Assigned task
Copy out, from the entries below, each line holding the string "Mutlu".

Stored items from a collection
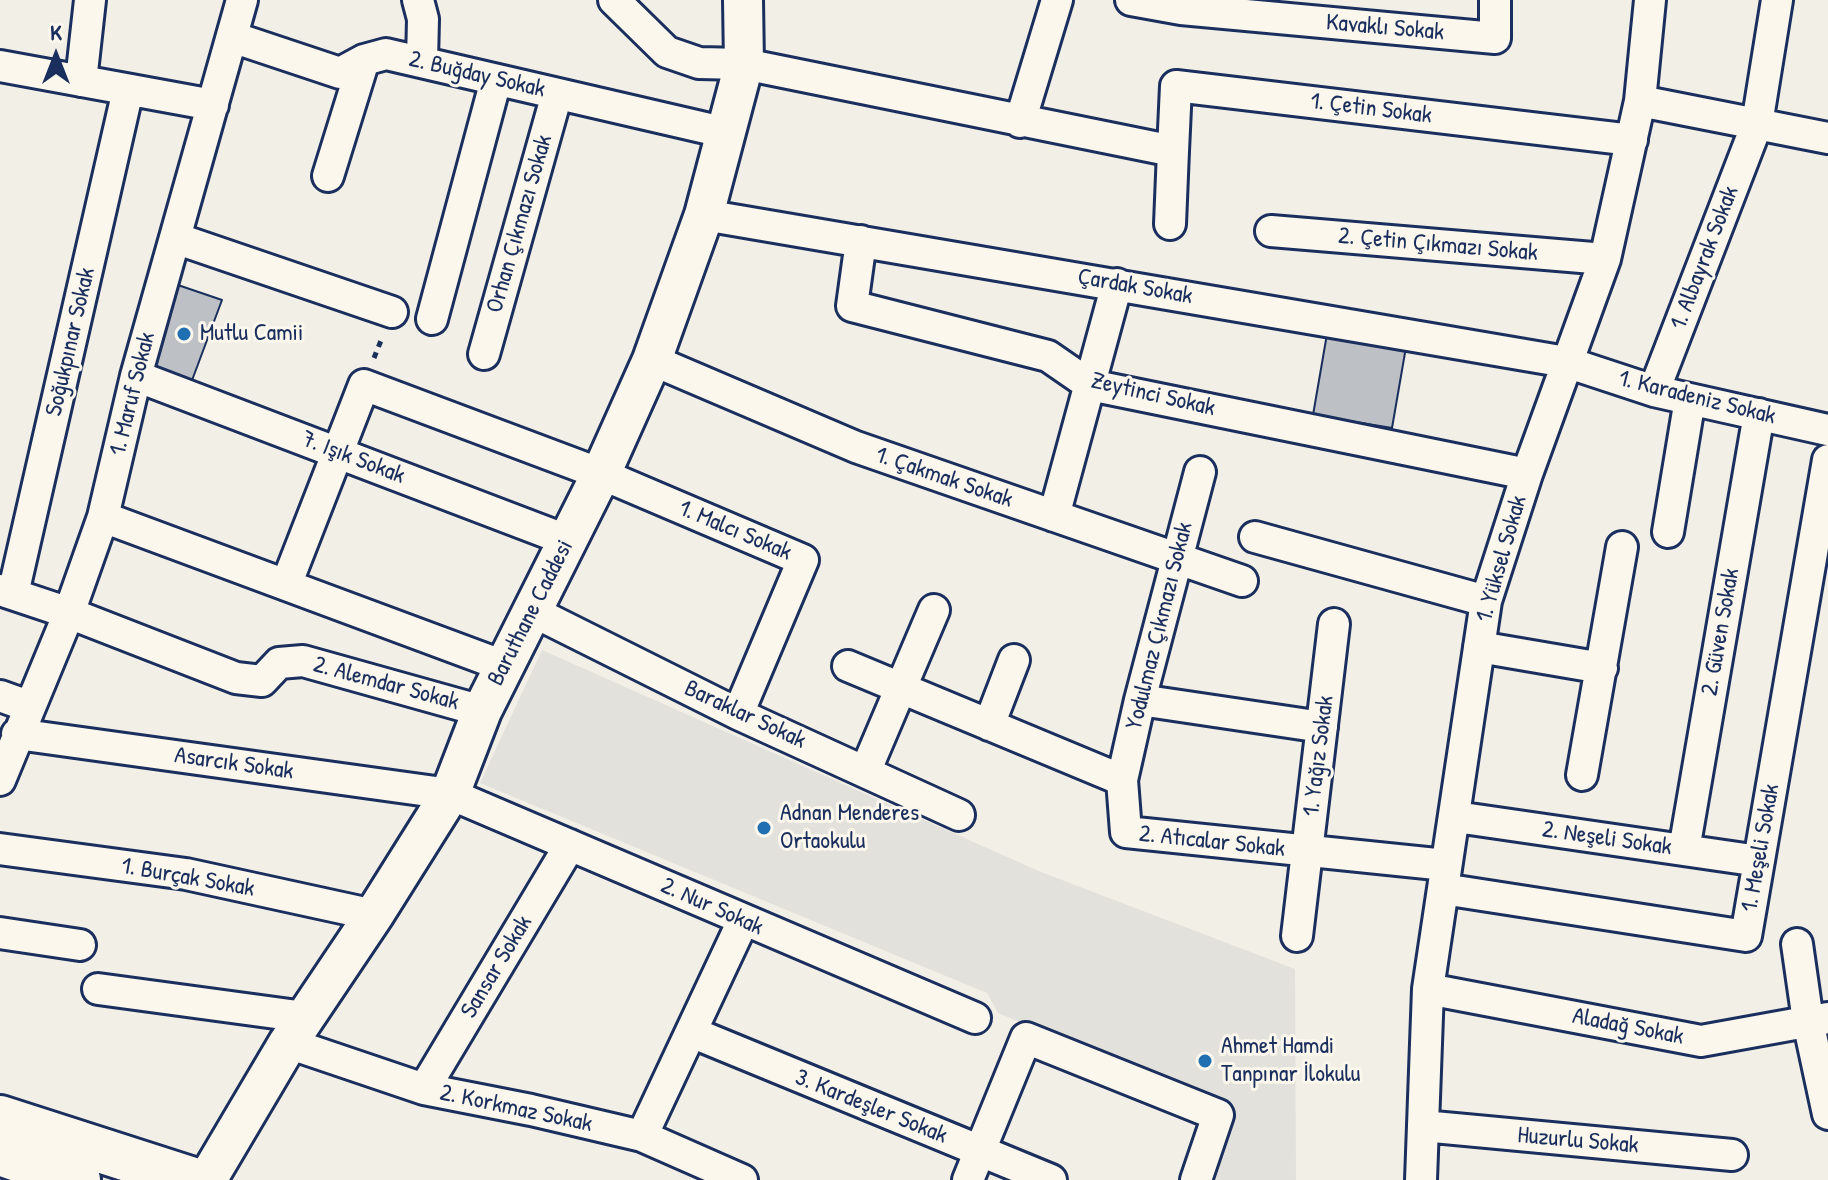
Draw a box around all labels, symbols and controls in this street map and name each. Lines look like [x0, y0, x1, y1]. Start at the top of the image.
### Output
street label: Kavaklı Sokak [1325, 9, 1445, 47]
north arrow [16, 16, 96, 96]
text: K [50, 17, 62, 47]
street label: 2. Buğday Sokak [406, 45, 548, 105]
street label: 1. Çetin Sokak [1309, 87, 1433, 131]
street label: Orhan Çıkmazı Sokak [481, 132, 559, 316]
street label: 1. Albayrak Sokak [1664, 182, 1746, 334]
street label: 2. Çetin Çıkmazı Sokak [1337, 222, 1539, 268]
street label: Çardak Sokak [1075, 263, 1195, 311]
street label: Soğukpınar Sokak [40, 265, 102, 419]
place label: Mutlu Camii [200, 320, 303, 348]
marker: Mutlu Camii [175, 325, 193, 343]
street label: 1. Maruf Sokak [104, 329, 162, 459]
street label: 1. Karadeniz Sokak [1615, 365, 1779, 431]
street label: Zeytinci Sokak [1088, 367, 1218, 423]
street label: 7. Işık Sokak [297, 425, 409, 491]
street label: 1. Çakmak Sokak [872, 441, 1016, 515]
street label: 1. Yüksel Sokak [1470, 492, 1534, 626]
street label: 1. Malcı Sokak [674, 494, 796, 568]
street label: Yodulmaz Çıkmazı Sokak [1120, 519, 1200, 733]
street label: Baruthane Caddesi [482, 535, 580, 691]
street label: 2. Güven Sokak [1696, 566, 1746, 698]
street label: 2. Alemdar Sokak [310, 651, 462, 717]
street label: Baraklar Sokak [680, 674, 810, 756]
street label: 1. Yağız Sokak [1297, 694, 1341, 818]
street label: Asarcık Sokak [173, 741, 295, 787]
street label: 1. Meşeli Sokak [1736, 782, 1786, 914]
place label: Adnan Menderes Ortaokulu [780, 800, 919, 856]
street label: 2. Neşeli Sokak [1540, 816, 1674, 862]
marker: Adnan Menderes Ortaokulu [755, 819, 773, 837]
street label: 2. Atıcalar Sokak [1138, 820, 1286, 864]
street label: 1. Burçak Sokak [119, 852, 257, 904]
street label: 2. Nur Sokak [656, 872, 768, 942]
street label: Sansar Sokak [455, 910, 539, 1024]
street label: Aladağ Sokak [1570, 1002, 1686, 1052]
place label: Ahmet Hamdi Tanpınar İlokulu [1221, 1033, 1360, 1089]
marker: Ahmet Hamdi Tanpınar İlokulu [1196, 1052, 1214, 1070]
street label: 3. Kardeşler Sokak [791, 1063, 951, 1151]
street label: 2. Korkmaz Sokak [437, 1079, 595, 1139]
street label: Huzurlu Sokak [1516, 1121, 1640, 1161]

Exercise response
place label: Mutlu Camii [200, 320, 303, 348]
marker: Mutlu Camii [175, 325, 193, 343]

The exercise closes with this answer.